**** DATA RECORDS ****

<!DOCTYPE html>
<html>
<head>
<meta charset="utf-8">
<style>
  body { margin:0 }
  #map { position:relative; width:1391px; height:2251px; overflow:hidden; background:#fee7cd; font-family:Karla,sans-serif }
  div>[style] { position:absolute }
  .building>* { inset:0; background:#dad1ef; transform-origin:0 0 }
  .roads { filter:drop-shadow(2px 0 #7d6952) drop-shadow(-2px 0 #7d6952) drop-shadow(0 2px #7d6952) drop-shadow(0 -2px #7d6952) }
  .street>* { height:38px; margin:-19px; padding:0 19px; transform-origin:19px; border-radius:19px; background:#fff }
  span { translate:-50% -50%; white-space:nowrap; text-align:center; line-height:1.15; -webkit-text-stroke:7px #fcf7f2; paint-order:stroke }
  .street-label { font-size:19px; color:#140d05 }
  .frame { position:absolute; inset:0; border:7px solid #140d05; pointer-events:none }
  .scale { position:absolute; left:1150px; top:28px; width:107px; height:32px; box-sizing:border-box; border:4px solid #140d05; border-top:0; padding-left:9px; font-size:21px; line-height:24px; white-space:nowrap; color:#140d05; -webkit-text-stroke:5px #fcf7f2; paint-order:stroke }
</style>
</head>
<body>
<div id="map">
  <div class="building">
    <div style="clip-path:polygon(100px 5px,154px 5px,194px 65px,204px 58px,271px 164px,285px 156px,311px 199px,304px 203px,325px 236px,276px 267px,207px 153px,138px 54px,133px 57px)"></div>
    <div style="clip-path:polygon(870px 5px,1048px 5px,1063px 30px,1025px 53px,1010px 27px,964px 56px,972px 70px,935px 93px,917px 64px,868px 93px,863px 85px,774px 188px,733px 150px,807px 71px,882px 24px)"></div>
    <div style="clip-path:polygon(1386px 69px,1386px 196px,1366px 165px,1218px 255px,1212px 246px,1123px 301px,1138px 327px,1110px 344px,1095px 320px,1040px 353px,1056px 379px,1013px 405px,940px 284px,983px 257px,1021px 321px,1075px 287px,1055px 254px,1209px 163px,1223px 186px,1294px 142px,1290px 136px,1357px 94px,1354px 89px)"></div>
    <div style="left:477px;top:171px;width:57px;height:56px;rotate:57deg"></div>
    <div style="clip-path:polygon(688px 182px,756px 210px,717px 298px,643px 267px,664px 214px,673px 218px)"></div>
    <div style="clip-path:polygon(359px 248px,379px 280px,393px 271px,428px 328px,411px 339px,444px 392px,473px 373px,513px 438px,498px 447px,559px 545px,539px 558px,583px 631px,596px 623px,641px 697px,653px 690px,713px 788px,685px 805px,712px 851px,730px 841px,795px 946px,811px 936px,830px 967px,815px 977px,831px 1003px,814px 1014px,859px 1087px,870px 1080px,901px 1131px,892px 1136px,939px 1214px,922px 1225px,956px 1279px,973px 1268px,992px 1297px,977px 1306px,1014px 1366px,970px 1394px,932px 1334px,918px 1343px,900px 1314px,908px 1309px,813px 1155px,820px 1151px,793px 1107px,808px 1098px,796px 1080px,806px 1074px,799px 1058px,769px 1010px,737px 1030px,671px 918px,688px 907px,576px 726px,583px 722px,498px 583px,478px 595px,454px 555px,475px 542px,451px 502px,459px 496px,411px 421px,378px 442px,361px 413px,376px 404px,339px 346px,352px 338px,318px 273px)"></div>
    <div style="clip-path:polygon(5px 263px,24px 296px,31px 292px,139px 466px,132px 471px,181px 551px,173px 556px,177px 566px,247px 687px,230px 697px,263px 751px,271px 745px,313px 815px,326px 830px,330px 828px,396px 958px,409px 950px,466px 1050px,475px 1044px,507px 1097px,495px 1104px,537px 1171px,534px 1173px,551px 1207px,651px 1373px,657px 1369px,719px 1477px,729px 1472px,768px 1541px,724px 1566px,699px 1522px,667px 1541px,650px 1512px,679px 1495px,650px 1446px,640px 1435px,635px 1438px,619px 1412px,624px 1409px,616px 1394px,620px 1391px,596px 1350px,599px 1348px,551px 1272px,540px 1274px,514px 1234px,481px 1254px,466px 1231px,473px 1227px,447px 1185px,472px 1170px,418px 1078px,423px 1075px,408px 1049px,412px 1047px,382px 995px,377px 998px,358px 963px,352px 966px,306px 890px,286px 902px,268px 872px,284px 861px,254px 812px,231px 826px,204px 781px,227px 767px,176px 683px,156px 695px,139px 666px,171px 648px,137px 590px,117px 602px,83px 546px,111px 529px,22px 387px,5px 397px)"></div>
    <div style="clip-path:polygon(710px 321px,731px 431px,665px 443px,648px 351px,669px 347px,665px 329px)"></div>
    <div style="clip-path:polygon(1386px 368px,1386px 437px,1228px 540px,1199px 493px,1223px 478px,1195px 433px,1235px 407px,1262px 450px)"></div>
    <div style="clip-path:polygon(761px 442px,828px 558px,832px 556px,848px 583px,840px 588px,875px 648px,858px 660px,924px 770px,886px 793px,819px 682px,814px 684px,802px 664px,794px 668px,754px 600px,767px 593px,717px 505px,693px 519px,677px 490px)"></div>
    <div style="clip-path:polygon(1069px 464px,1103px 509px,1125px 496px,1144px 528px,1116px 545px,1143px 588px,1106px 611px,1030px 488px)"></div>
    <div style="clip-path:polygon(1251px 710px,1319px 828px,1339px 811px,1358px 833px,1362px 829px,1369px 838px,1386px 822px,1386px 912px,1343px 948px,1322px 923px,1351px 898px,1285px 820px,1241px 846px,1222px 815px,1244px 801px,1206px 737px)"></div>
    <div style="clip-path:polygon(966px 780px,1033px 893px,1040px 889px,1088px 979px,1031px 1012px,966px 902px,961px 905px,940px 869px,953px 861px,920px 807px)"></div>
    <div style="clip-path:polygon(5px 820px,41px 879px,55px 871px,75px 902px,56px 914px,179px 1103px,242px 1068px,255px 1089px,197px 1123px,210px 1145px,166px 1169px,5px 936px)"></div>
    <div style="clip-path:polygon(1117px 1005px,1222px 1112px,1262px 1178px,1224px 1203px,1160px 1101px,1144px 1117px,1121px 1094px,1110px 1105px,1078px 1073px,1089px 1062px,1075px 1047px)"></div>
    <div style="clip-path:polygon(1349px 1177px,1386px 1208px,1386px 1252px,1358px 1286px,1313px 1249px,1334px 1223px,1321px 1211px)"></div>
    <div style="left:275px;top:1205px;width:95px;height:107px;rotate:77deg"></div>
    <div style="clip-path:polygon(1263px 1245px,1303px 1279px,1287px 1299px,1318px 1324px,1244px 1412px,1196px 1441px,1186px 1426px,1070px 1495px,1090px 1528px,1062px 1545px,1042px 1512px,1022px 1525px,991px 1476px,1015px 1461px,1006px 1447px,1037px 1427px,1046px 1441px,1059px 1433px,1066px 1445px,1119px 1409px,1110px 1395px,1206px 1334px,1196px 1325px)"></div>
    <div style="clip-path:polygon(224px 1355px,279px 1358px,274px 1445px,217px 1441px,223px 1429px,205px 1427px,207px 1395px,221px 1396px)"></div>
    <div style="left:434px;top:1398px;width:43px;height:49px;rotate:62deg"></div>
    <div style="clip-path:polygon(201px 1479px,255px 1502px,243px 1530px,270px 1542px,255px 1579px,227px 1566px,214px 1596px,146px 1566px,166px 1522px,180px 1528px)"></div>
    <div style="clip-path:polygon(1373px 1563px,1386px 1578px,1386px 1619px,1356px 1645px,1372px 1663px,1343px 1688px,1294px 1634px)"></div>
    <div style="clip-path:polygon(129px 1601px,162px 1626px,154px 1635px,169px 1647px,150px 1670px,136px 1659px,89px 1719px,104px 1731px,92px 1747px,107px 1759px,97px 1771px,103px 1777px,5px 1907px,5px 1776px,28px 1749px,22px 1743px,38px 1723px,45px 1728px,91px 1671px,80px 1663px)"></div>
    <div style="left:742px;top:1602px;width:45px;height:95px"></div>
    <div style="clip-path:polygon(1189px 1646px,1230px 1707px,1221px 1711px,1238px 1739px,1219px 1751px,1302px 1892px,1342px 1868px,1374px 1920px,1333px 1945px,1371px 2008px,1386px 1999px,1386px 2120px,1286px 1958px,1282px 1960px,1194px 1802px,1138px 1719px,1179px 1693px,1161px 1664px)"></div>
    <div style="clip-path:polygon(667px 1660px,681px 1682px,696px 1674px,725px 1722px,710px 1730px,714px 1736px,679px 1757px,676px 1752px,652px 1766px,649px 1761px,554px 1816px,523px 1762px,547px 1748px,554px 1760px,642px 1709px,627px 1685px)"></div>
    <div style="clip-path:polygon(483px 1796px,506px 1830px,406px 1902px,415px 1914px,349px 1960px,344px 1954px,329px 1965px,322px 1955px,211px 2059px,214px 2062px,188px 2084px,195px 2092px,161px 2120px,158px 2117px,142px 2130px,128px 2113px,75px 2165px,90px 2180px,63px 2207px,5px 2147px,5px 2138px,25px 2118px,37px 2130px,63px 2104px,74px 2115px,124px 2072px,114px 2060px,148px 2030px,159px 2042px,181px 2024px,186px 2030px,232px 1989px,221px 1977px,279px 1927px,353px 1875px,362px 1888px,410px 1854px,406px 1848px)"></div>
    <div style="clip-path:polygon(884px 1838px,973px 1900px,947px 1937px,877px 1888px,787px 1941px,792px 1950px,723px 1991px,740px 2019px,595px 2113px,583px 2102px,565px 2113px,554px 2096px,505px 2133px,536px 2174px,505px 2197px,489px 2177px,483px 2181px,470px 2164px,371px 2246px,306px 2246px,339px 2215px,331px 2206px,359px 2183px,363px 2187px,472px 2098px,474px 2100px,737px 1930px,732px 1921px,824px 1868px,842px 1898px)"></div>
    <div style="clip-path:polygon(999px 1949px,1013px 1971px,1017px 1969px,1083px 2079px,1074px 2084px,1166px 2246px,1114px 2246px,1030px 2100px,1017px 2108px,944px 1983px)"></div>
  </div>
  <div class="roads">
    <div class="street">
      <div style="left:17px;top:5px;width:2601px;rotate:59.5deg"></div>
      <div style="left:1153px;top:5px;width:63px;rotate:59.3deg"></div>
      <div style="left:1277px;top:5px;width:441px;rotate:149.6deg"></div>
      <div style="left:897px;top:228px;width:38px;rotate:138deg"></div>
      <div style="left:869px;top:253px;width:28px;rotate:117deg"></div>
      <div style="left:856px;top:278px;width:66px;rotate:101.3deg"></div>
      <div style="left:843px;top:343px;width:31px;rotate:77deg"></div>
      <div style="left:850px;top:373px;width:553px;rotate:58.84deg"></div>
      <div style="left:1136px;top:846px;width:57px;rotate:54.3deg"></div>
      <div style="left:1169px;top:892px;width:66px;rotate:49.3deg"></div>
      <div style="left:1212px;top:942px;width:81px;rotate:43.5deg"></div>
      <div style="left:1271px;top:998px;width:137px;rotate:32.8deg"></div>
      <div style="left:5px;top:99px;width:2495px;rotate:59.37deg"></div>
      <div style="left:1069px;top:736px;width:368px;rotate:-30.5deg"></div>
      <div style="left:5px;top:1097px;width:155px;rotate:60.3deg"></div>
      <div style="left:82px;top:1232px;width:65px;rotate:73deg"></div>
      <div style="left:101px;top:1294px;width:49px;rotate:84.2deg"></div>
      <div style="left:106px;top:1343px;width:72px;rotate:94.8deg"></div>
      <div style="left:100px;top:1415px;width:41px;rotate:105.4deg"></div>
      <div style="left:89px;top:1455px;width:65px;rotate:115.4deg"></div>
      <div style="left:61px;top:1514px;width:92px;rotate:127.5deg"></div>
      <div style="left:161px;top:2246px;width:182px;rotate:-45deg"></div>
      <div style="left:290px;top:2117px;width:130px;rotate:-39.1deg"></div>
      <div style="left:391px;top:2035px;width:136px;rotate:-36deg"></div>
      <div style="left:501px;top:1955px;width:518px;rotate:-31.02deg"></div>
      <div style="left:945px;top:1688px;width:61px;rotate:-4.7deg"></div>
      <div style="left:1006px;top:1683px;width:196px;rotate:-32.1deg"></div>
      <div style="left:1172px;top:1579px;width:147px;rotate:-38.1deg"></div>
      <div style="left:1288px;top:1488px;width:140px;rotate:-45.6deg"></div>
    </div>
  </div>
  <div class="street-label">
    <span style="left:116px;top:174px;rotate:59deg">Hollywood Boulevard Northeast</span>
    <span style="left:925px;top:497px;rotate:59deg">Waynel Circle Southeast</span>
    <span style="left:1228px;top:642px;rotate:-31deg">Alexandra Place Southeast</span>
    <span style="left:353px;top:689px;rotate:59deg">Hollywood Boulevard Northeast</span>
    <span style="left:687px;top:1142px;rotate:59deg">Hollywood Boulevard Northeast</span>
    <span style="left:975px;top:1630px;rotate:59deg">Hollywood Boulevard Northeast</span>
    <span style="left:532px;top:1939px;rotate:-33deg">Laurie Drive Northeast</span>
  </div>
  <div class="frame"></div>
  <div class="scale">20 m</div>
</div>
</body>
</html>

****

TASK TO COMPLETE: Please print, exactly and with nothing else, the lines from the first line of the entries through the line containing "inset:0; background:#dad1ef; transform-origin:0".

REPLY TO THE EXERCISE:
<!DOCTYPE html>
<html>
<head>
<meta charset="utf-8">
<style>
  body { margin:0 }
  #map { position:relative; width:1391px; height:2251px; overflow:hidden; background:#fee7cd; font-family:Karla,sans-serif }
  div>[style] { position:absolute }
  .building>* { inset:0; background:#dad1ef; transform-origin:0 0 }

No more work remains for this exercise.